───── Provided data ─────

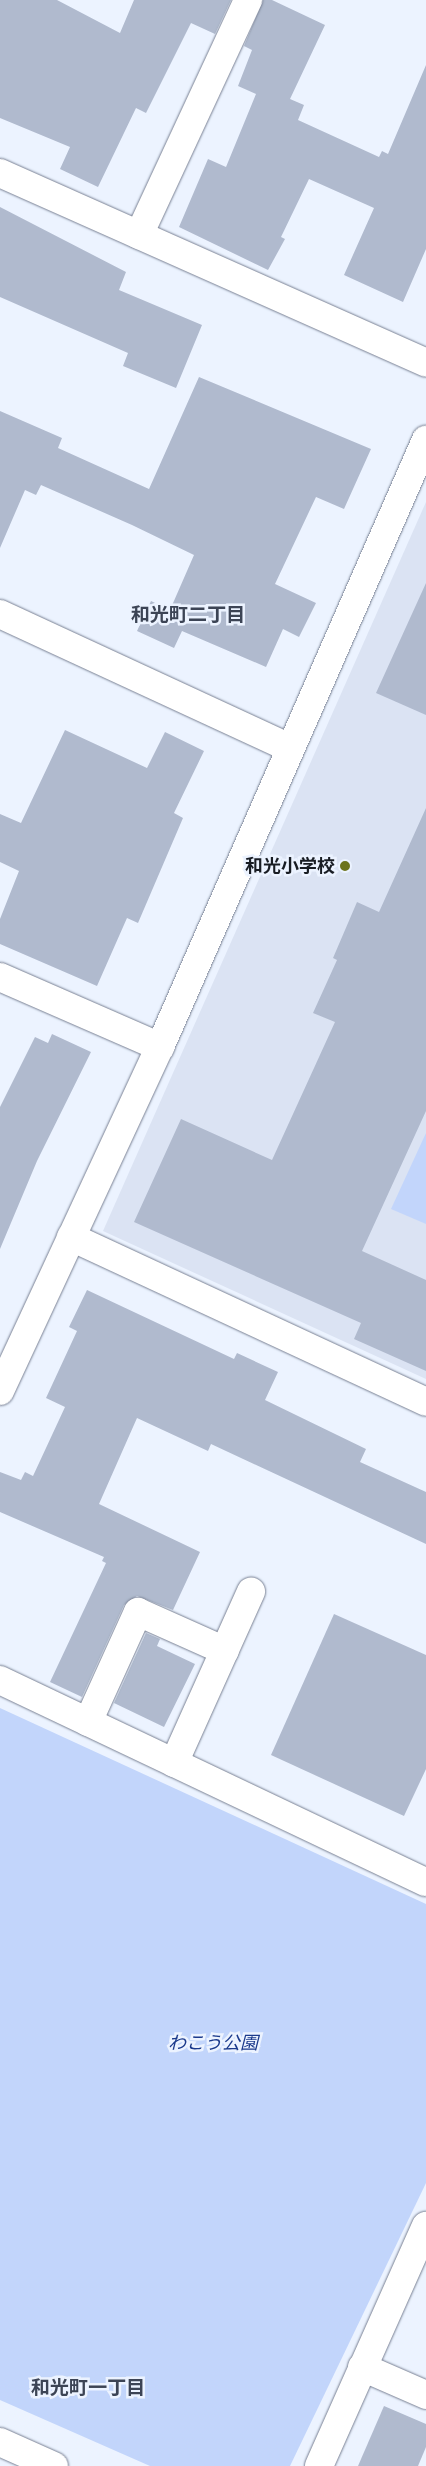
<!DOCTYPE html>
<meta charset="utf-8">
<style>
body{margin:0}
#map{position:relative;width:426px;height:2466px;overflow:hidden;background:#ecf3ff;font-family:Merriweather,"Noto Sans JP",serif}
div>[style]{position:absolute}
.built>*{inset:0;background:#dbe3f3}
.green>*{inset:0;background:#c2d5fb}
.building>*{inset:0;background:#b0bace}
.roads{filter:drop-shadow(0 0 1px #788093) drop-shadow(0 0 1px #788093)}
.minor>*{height:28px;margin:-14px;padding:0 14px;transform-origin:14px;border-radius:14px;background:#fff}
.dots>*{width:14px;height:14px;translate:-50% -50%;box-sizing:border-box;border:2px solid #ecf3ff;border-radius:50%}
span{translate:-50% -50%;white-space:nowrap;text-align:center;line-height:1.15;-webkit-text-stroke:5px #ecf3ff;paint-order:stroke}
.poi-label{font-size:18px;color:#181c23;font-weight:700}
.right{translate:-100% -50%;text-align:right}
.park-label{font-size:18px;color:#1b3a8c;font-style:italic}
.neighbourhood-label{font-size:19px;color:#3c4455;font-weight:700}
</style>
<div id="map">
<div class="built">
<div style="clip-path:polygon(426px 502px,426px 1379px,103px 1231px)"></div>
</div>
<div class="green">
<div style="clip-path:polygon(426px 1133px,426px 1224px,391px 1209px)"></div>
<div style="clip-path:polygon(0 1708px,426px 1904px,426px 2183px,290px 2466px,150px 2466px,0 2400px)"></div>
</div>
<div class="building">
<div style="clip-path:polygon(0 0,57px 0,120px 33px,134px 0,231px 0,215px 34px,191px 23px,146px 113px,136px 108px,98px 187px,60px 169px,70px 147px,0 118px)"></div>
<div style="clip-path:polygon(263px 0,272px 0,325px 25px,290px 99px,304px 105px,298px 120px,379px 157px,382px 151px,388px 154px,426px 65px,426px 249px,403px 302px,344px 275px,374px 208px,309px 179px,281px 237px,285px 239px,268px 270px,179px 227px,208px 159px,226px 167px,256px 94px,238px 86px,252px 50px,244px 46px)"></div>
<div style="clip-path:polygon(0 207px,126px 272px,119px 290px,202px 325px,176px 388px,123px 366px,128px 353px,0 297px)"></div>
<div style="clip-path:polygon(199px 377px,371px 449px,344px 509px,316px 497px,275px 584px,316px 603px,299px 637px,283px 629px,266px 667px,182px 631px,174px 648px,137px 631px,151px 601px,170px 610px,194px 555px,132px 525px,41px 485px,36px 495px,25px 490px,0 548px,0 411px,62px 438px,58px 448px,149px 489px)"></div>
<div style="clip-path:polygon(426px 583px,426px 715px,376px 693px)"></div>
<div style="clip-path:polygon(65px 730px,147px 768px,165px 732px,204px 751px,174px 813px,183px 818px,138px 923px,127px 918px,97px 986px,0 944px,0 919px,19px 871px,0 862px,0 814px,21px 823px)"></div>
<div style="clip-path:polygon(426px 808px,426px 1111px,362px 1251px,426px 1280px,426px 1371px,354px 1339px,361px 1323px,134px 1222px,181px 1119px,272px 1160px,335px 1022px,313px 1013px,337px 960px,333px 958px,357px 902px,379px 912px)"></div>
<div style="clip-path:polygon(52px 1034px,91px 1052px,37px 1161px,0 1249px,0 1107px,35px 1037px,48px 1043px)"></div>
<div style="clip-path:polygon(87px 1290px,234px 1359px,237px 1353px,278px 1372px,265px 1400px,366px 1449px,360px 1462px,426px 1492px,426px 1544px,211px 1444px,208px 1451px,137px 1418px,99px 1504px,200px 1552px,173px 1610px,137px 1596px,124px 1605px,82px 1697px,50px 1682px,106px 1563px,102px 1561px,104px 1557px,0 1512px,0 1472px,21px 1480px,25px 1472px,33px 1476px,65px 1407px,46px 1398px,77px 1331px,69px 1327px)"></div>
<div style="clip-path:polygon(334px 1614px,426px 1655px,426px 1769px,404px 1816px,271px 1755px)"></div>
<div style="clip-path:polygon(146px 1633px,160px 1639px,157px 1646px,195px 1664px,164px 1727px,114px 1703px)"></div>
<div style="clip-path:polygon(384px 2406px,426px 2424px,426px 2447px,418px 2466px,358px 2466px)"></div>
</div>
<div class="roads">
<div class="minor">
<div style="left:0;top:173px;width:466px;rotate:24deg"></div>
<div style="left:139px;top:235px;width:259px;rotate:-65.1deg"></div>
<div style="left:0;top:614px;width:319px;rotate:24.8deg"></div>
<div style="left:0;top:977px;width:175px;rotate:23.6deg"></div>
<div style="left:71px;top:1237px;width:391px;rotate:24.9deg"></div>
<div style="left:0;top:1391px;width:379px;rotate:-65.1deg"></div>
<div style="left:160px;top:1047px;width:663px;rotate:-66.34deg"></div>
<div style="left:0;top:1680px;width:471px;rotate:25.4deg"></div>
<div style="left:88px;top:1722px;width:121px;rotate:-65.6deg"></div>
<div style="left:138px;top:1612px;width:95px;rotate:24.1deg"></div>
<div style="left:174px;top:1763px;width:188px;rotate:-65.8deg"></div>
<div style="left:362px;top:2367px;width:70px;rotate:23.6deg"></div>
<div style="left:0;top:2442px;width:59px;rotate:24deg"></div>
<div style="left:319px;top:2466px;width:263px;rotate:-66deg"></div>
</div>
</div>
<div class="dots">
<div style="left:345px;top:866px;background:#6c741d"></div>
</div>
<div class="poi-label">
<span class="right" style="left:335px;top:866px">和光小学校</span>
</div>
<div class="park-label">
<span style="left:213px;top:2043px">わこう公園</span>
</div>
<div class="neighbourhood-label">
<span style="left:188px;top:615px">和光町二丁目</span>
<span style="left:88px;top:2388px">和光町一丁目</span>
</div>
</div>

─────

[Task item]
Would you please repeat the lines above exactly, from the first line of the listing through the line holding "1px #788093) drop-shadow(0", with nothing added and no pictures?

[The answer]
<!DOCTYPE html>
<meta charset="utf-8">
<style>
body{margin:0}
#map{position:relative;width:426px;height:2466px;overflow:hidden;background:#ecf3ff;font-family:Merriweather,"Noto Sans JP",serif}
div>[style]{position:absolute}
.built>*{inset:0;background:#dbe3f3}
.green>*{inset:0;background:#c2d5fb}
.building>*{inset:0;background:#b0bace}
.roads{filter:drop-shadow(0 0 1px #788093) drop-shadow(0 0 1px #788093)}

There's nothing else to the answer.